Улыбка на лице мальчика гаснет.

– Бедняга носился вокруг нее кругами как помешанный, лупил кулаками по стене, выл… он совершенно потерял голову.

– Ты сказал об этом полицейским?

Мальчик вскидывается:

– Полицейским? А при чем тут полиция? Мне нечего им сказать!

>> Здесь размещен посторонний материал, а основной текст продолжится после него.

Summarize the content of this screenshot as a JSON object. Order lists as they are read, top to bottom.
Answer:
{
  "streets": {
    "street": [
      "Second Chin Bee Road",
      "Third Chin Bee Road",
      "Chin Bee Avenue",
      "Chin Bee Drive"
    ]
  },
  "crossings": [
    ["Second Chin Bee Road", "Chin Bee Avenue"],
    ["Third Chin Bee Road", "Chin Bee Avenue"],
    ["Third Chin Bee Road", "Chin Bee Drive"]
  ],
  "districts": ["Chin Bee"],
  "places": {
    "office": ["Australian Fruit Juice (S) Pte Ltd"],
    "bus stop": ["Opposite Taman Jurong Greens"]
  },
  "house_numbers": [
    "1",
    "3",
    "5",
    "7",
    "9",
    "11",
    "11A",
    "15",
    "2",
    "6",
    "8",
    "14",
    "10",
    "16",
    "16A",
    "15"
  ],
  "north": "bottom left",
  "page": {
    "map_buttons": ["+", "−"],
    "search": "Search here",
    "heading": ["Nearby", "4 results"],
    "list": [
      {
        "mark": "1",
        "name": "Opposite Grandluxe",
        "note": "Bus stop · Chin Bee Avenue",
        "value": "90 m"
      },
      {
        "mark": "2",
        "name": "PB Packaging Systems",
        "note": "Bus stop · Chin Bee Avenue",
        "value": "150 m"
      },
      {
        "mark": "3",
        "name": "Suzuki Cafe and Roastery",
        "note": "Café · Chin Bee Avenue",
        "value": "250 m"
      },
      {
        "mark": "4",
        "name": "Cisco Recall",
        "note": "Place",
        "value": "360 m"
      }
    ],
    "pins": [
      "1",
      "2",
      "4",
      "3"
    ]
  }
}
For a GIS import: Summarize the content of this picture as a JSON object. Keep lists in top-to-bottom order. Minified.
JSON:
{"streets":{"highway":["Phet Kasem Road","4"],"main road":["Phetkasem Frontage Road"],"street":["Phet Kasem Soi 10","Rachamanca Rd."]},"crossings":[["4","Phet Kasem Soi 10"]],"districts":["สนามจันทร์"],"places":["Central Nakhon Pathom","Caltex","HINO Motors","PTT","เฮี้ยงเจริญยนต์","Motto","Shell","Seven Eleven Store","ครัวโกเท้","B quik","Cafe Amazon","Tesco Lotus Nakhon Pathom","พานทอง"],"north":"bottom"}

Мальчик перепуган. Он вскакивает со ступеньки. Сбегает по лестнице. Ева Мария не может его остановить. Да она и не пытается его остановить. Мальчик убегает, как убежал бы при слове «полиция» всякий подросток, не как убийца. Если убийца и возвращается на место преступления, то это не о нем, он иного склада. Ева Мария в этом уверена. Может быть, он просто-напросто скрыл от родителей, что ужинает с подружкой, а расскажи он об упавшей из окна женщине, пришлось бы и обо всем остальном рассказать, но признаться родителям, что ужинаешь с девушкой, в его возрасте просто немыслимо. «Так же, как для родителей – признаться своему ребенку в том, что накануне занимались любовью», – возможно, заметил бы Витторио. Ева Мария качает головой. Она слышит, как мальчик топает по ступенькам – ниже, ниже… Все равно полицейские отмахнулись бы от его свидетельства о горе и смятении Витторио. «Притворство, комедия, – заявили бы они, – все мужья, которые убивают жен, поначалу изображают смятение, бегают вокруг них как помешанные, лупят по стене кулаками и воют. А потом сознаются». Теперь Ева Мария на лестнице одна. У нее на ладони лежат ключи – лежат, как тело на земле. С пятого этажа. У этой несчастной женщины все, наверное, было переломано, так всегда бывает при падении с большой высоты. Подобные переломы были у мертвых desapareicidos[4], недавно выброшенных морем, изломанных, как никто никого не может сломать ни голыми руками, ни с помощью оружия. Даже если очень постарается. Ева Мария представляет себе, как Нептун возвращает тела, чтобы доказать вину высокомерных и до тех пор неприкосновенных палачей. Суровый Нептун, справедливый Нептун явил доказательство бесчинств хунты. Природа помогает людям судить людей. Одна часть Евы Марии убеждена в том, что Нептун, сжалившись над истерзанным неведением материнским сердцем, вернул бы ей мертвую Стеллу. Другая часть Евы Марии знает, что нет никакого Нептуна, и задается вопросом: неужели тело ее дочери все еще покоится на дне? Стелла, ее любимая девочка… неужели они расправились с ней так же, как с другими? Укол пентотала[5] в среду вечером, самолет, открытая дверь, и живое тело, сброшенное с высоты в Рио-де-ла-Плата[6]. Была ли она в сознании? Она плакала?

вернуться

3

24 марта 1976 года в результате военного государственного переворота в Аргентине была установлена диктатура. Хунта под началом генерала Рафаэля Виделы замучила пытками и убила тридцать тысяч человек. 30 октября 1983 года, с избранием на пост президента Рауля Альфонсина, была восстановлена демократия (примеч. авт.).

вернуться

4

Desapareicidos — жертвы похищений, тайно арестованные и убитые в Аргентине во время Грязной войны. Их называют desapareicidos (пропавшими), потому что военные, желая скрыть репрессии, рассказывали, что все эти люди просто уехали из Аргентины (примеч. авт.).

вернуться

5

Пентотал натрия – «сыворотка правды». Во время Второй мировой войны широко использовался американскими врачами для лечения психических травм и для анестезии. После войны применение препарата в качестве лечебного средства практически прекратилось, но, помня о возможности восстановления памяти у больных, бывшие военные медики стали консультировать полицию на предмет использования пентотала натрия для допросов подозреваемых.

вернуться

6

Ла Плата (исп. Rio de la Plata — Серебряная река) – эстуарий, воронкообразное углубление на юго-восточном побережье Южной Америки, растянувшееся на 290 км от слияния рек Уругвай и Парана до Атлантического океана.